- **WHAT IS BEING ASKED**
Could you reproduce every record below exactly as written?

- **RECORDS**

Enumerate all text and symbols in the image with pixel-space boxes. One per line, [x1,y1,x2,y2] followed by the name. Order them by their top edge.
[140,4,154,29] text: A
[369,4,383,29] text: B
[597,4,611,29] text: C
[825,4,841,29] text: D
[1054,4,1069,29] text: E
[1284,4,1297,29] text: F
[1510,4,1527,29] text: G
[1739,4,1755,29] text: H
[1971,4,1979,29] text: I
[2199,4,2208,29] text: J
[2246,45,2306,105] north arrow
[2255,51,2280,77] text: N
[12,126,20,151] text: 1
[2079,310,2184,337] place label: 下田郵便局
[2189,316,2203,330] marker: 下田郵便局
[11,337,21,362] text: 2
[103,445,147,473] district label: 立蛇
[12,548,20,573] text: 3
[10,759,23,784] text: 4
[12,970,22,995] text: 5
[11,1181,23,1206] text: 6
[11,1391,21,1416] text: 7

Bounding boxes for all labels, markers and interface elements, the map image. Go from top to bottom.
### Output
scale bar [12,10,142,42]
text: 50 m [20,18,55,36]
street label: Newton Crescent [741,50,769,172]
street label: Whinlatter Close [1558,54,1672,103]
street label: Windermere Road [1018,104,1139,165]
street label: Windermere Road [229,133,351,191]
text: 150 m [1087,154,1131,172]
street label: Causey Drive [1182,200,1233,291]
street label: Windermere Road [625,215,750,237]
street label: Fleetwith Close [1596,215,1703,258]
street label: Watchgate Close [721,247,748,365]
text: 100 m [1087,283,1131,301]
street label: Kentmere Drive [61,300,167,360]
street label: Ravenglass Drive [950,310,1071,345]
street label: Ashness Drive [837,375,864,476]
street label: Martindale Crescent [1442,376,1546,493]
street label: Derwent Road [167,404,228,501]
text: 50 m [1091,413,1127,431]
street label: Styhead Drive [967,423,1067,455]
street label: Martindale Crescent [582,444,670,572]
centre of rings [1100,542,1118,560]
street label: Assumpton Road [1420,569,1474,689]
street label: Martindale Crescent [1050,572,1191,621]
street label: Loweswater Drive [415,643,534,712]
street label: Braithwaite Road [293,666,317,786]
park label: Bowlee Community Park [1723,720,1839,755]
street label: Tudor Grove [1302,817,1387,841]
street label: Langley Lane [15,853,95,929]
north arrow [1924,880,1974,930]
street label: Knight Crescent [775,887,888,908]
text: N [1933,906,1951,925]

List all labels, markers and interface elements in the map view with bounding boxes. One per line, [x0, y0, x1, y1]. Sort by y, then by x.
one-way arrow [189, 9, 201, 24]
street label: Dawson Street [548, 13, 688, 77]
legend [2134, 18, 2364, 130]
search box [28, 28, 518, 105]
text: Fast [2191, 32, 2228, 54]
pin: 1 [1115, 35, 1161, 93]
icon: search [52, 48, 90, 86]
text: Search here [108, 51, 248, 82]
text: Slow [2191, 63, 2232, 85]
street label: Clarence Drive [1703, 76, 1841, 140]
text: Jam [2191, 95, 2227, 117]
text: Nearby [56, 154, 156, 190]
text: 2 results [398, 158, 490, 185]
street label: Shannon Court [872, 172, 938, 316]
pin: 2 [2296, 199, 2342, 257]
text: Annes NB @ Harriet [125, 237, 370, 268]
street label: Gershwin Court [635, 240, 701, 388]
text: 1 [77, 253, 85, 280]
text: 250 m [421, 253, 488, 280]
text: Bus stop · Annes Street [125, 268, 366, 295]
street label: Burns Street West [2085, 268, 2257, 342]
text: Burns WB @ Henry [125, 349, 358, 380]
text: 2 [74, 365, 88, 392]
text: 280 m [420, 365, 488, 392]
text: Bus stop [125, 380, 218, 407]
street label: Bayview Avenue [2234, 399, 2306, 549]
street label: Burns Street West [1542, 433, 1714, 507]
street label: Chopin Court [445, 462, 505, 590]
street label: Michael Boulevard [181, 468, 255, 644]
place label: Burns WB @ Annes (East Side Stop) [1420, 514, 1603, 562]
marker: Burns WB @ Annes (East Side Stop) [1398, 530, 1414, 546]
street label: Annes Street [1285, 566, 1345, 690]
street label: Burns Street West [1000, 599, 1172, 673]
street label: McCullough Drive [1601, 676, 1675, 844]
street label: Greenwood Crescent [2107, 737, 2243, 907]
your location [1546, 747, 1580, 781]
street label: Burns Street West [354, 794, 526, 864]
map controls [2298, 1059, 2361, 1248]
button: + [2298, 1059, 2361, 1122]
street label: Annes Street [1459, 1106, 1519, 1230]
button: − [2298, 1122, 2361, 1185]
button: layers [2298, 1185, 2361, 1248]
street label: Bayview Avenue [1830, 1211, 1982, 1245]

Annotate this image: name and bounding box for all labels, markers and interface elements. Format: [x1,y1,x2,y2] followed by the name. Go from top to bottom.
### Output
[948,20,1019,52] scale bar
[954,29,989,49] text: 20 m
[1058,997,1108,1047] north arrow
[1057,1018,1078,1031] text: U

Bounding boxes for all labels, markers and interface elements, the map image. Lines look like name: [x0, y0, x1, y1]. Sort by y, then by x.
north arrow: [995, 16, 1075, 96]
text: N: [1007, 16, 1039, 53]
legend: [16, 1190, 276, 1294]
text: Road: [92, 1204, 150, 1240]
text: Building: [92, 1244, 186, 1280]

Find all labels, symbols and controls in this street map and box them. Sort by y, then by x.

- **PROBLEM SOLUTION**
Enumerate all text and symbols in the image with pixel-space boxes. One per line, [x1,y1,x2,y2] followed by the name. Order them by their top edge.
[140,4,154,29] text: A
[369,4,383,29] text: B
[597,4,611,29] text: C
[825,4,841,29] text: D
[1054,4,1069,29] text: E
[1284,4,1297,29] text: F
[1510,4,1527,29] text: G
[1739,4,1755,29] text: H
[1971,4,1979,29] text: I
[2199,4,2208,29] text: J
[2246,45,2306,105] north arrow
[2255,51,2280,77] text: N
[12,126,20,151] text: 1
[2079,310,2184,337] place label: 下田郵便局
[2189,316,2203,330] marker: 下田郵便局
[11,337,21,362] text: 2
[103,445,147,473] district label: 立蛇
[12,548,20,573] text: 3
[10,759,23,784] text: 4
[12,970,22,995] text: 5
[11,1181,23,1206] text: 6
[11,1391,21,1416] text: 7

Bounding boxes for all labels, markers and interface elements, the map image. Go from top to bottom.
### Output
scale bar [12,10,142,42]
text: 50 m [20,18,55,36]
street label: Newton Crescent [741,50,769,172]
street label: Whinlatter Close [1558,54,1672,103]
street label: Windermere Road [1018,104,1139,165]
street label: Windermere Road [229,133,351,191]
text: 150 m [1087,154,1131,172]
street label: Causey Drive [1182,200,1233,291]
street label: Windermere Road [625,215,750,237]
street label: Fleetwith Close [1596,215,1703,258]
street label: Watchgate Close [721,247,748,365]
text: 100 m [1087,283,1131,301]
street label: Kentmere Drive [61,300,167,360]
street label: Ravenglass Drive [950,310,1071,345]
street label: Ashness Drive [837,375,864,476]
street label: Martindale Crescent [1442,376,1546,493]
street label: Derwent Road [167,404,228,501]
text: 50 m [1091,413,1127,431]
street label: Styhead Drive [967,423,1067,455]
street label: Martindale Crescent [582,444,670,572]
centre of rings [1100,542,1118,560]
street label: Assumpton Road [1420,569,1474,689]
street label: Martindale Crescent [1050,572,1191,621]
street label: Loweswater Drive [415,643,534,712]
street label: Braithwaite Road [293,666,317,786]
park label: Bowlee Community Park [1723,720,1839,755]
street label: Tudor Grove [1302,817,1387,841]
street label: Langley Lane [15,853,95,929]
north arrow [1924,880,1974,930]
street label: Knight Crescent [775,887,888,908]
text: N [1933,906,1951,925]

List all labels, markers and interface elements in the map view with bounding boxes. One per line, [x0, y0, x1, y1]. Sort by y, then by x.
one-way arrow [189, 9, 201, 24]
street label: Dawson Street [548, 13, 688, 77]
legend [2134, 18, 2364, 130]
search box [28, 28, 518, 105]
text: Fast [2191, 32, 2228, 54]
pin: 1 [1115, 35, 1161, 93]
icon: search [52, 48, 90, 86]
text: Search here [108, 51, 248, 82]
text: Slow [2191, 63, 2232, 85]
street label: Clarence Drive [1703, 76, 1841, 140]
text: Jam [2191, 95, 2227, 117]
text: Nearby [56, 154, 156, 190]
text: 2 results [398, 158, 490, 185]
street label: Shannon Court [872, 172, 938, 316]
pin: 2 [2296, 199, 2342, 257]
text: Annes NB @ Harriet [125, 237, 370, 268]
street label: Gershwin Court [635, 240, 701, 388]
text: 1 [77, 253, 85, 280]
text: 250 m [421, 253, 488, 280]
text: Bus stop · Annes Street [125, 268, 366, 295]
street label: Burns Street West [2085, 268, 2257, 342]
text: Burns WB @ Henry [125, 349, 358, 380]
text: 2 [74, 365, 88, 392]
text: 280 m [420, 365, 488, 392]
text: Bus stop [125, 380, 218, 407]
street label: Bayview Avenue [2234, 399, 2306, 549]
street label: Burns Street West [1542, 433, 1714, 507]
street label: Chopin Court [445, 462, 505, 590]
street label: Michael Boulevard [181, 468, 255, 644]
place label: Burns WB @ Annes (East Side Stop) [1420, 514, 1603, 562]
marker: Burns WB @ Annes (East Side Stop) [1398, 530, 1414, 546]
street label: Annes Street [1285, 566, 1345, 690]
street label: Burns Street West [1000, 599, 1172, 673]
street label: McCullough Drive [1601, 676, 1675, 844]
street label: Greenwood Crescent [2107, 737, 2243, 907]
your location [1546, 747, 1580, 781]
street label: Burns Street West [354, 794, 526, 864]
map controls [2298, 1059, 2361, 1248]
button: + [2298, 1059, 2361, 1122]
street label: Annes Street [1459, 1106, 1519, 1230]
button: − [2298, 1122, 2361, 1185]
button: layers [2298, 1185, 2361, 1248]
street label: Bayview Avenue [1830, 1211, 1982, 1245]

Annotate this image: name and bounding box for all labels, markers and interface elements. Format: [x1,y1,x2,y2] followed by the name. Go from top to bottom.
### Output
[948,20,1019,52] scale bar
[954,29,989,49] text: 20 m
[1058,997,1108,1047] north arrow
[1057,1018,1078,1031] text: U

Bounding boxes for all labels, markers and interface elements, the map image. Lines look like name: [x0, y0, x1, y1]. Sort by y, then by x.
north arrow: [995, 16, 1075, 96]
text: N: [1007, 16, 1039, 53]
legend: [16, 1190, 276, 1294]
text: Road: [92, 1204, 150, 1240]
text: Building: [92, 1244, 186, 1280]

Find all labels, symbols and controls in this street map and box them. Sort by y, then by x.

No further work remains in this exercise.